In [15]:
# import necessary libraries
import pandas as pd
import re
from airportsdata import load


In [16]:
# list of continents
continents = ["europe", "asia", "america"]

# load and concatenate data from different continents
europe = pd.read_parquet('../data/data_parquet/europe_data.parquet')
asia = pd.read_parquet('../data/data_parquet/asia_data.parquet')
america = pd.read_parquet('../data/data_parquet/america_data.parquet')


data = pd.concat([europe, asia, america])

In [17]:
# convert 'creation_time' to datetime and correct the format
data['creation_time'] = pd.to_datetime(data['creation_time'], errors='coerce')

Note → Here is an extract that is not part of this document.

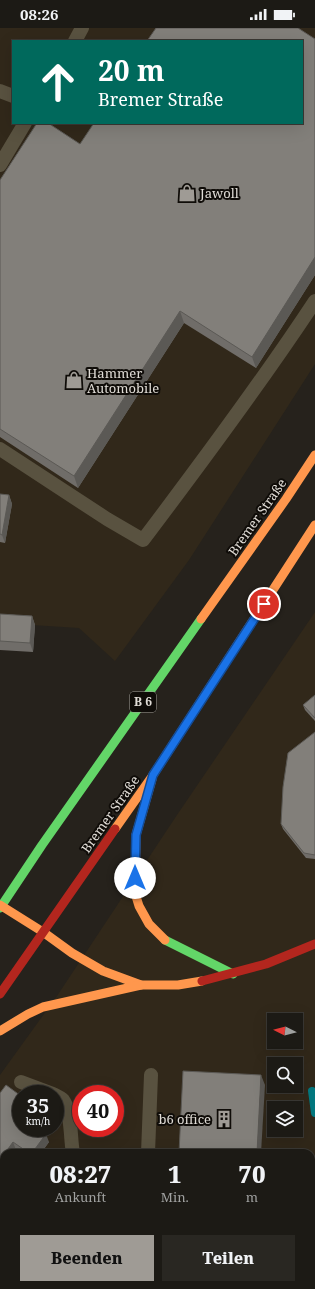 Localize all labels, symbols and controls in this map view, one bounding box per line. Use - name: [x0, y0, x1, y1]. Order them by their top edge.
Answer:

# format date and insert next to 'creation_time'
data.insert(data.columns.get_loc('creation_time') + 1, 'formatted_creation_time', data['creation_time'].dt.strftime('%d-%m-%Y %H:%M:%S'))

In [18]:
data['flight_id'] = data["airline_code"].astype(str) + "-" + data['flight_number'].astype(str) + "-" + data['creation_time'].dt.year.astype(str) + "-" + data["flight_date"].astype(str) + "-" + data['creation_time'].dt.month.astype(str)

In [19]:
DROP_COLUMNS = ["flight_date", "id"]
data = data.drop(columns=DROP_COLUMNS)

In [20]:
# get airport information from airportsdata
airport_data = load('IATA')

# function to get city, country, lat, and lon from airport code using airportsdata
def get_airport_info(airport_code):
    if airport_code in airport_data:
        airport_info = airport_data[airport_code]
        return airport_info['city'], airport_info['country'], round(airport_info['lat'], 5), round(airport_info['lon'], 5)
    else:
        return None, None, None, None

# apply the function to the departure_airport column
data['departure_city'], data['departure_country'], data['departure_lat'], data['departure_lon'] = zip(*data['departure_airport'].apply(get_airport_info))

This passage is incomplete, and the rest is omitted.